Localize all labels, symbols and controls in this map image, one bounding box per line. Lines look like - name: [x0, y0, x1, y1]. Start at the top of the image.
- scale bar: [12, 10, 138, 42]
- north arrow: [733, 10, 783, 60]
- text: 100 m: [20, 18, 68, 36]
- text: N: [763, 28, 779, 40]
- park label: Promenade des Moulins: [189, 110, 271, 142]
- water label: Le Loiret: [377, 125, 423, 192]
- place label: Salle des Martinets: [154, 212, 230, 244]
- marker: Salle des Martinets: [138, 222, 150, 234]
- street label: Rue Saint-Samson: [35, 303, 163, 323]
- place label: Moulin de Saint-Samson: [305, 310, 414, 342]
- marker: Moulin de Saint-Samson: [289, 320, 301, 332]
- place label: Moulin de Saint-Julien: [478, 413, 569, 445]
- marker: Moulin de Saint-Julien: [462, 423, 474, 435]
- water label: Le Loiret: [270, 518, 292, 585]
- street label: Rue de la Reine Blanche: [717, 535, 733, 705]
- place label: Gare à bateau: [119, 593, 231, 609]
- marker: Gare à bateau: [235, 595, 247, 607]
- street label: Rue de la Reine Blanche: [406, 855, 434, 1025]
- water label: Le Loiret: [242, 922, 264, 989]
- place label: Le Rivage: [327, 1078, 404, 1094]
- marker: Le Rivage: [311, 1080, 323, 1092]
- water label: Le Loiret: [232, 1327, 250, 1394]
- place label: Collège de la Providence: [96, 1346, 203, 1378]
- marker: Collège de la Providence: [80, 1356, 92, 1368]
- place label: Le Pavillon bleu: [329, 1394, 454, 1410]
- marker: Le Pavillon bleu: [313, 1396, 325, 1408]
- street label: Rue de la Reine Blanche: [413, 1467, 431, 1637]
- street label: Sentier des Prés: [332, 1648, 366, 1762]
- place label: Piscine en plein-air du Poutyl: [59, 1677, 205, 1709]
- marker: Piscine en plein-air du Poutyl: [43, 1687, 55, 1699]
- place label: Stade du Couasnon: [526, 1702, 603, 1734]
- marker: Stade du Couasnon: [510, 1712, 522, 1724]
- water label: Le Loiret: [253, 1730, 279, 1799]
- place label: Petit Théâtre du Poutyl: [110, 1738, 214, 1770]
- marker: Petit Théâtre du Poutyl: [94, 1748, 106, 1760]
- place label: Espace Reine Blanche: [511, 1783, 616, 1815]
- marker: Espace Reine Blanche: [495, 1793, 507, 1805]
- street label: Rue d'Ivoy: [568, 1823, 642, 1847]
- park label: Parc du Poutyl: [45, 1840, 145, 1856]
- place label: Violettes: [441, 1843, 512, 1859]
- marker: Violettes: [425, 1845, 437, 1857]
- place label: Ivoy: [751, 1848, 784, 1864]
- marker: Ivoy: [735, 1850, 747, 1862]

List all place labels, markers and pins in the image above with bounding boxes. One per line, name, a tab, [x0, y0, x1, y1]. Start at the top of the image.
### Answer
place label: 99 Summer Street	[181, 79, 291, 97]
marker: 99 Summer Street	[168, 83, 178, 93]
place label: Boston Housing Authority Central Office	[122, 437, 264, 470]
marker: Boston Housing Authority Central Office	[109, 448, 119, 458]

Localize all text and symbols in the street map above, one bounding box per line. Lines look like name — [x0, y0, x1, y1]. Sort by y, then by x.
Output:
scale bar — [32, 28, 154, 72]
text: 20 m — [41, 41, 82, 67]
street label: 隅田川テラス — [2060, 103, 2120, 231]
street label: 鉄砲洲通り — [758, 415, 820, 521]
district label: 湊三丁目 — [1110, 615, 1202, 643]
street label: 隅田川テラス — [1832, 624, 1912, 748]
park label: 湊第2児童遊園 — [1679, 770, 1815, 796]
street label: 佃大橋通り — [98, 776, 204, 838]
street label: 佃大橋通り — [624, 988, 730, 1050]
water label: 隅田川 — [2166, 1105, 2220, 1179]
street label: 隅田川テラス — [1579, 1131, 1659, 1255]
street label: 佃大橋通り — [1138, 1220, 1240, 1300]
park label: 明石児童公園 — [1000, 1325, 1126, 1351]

▬▬▬▬▬▬▬▬▬▬

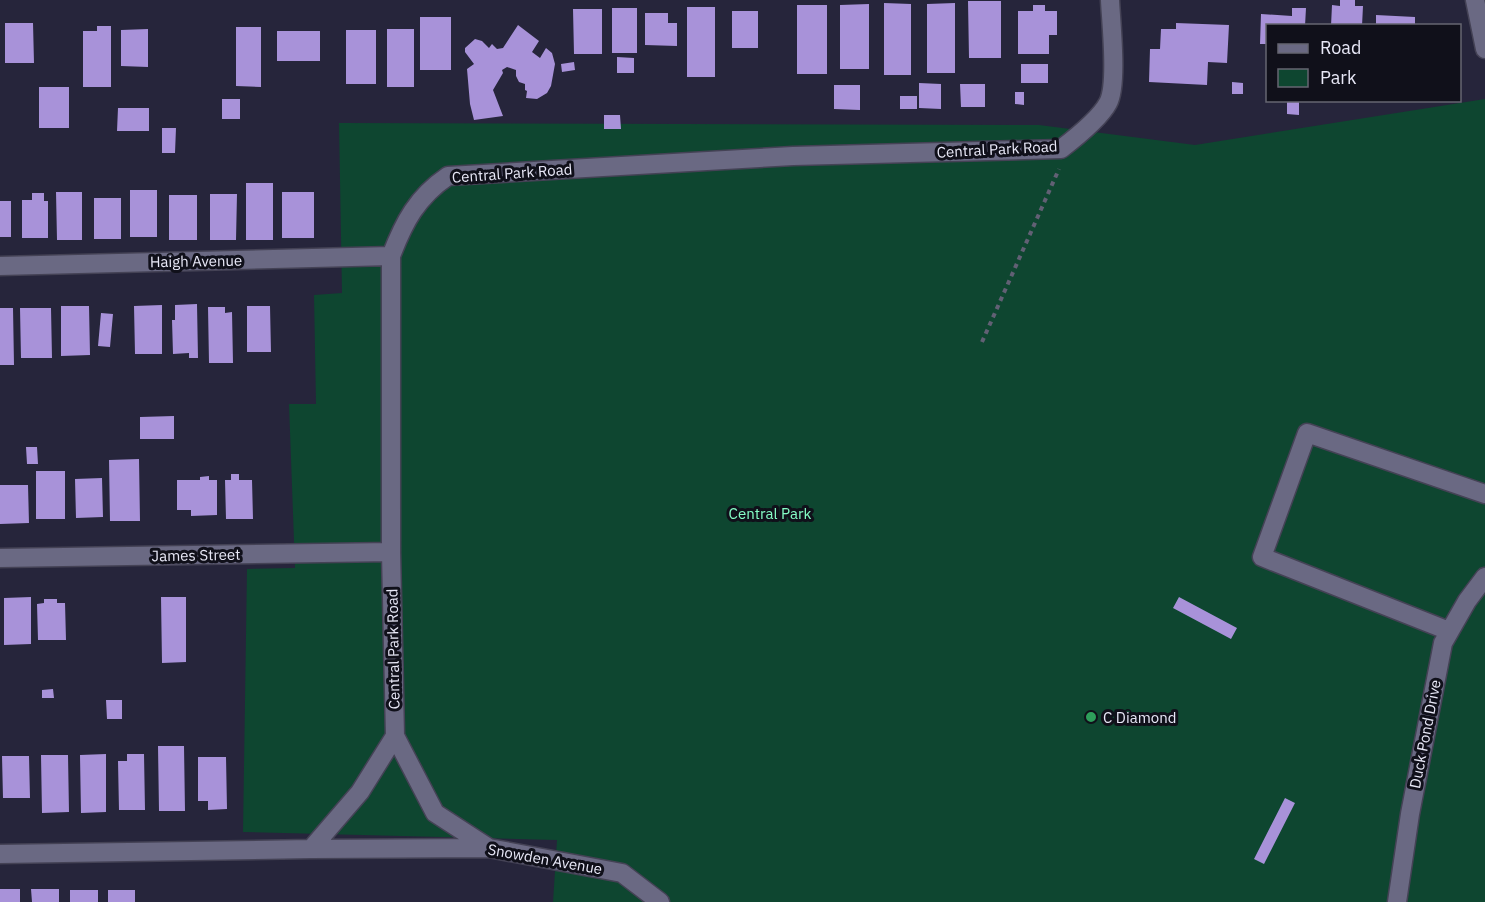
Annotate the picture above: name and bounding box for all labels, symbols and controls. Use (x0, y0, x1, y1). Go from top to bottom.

▬▬▬▬▬▬▬▬▬▬

Goal of the exercise
Search the listing for "above" and show every line where it occurs.

Exercise response
List all place labels, markers and pins in the image above with bounding boxes. One per line, name, a tab, [x0, y0, x1, y1]. Start at the top of the image.
Localize all text and symbols in the street map above, one bounding box per line. Lines look like name — [x0, y0, x1, y1]. Sort by y, then by x.
Annotate the picture above: name and bounding box for all labels, symbols and controls. Use (x0, y0, x1, y1). Go from top to bottom.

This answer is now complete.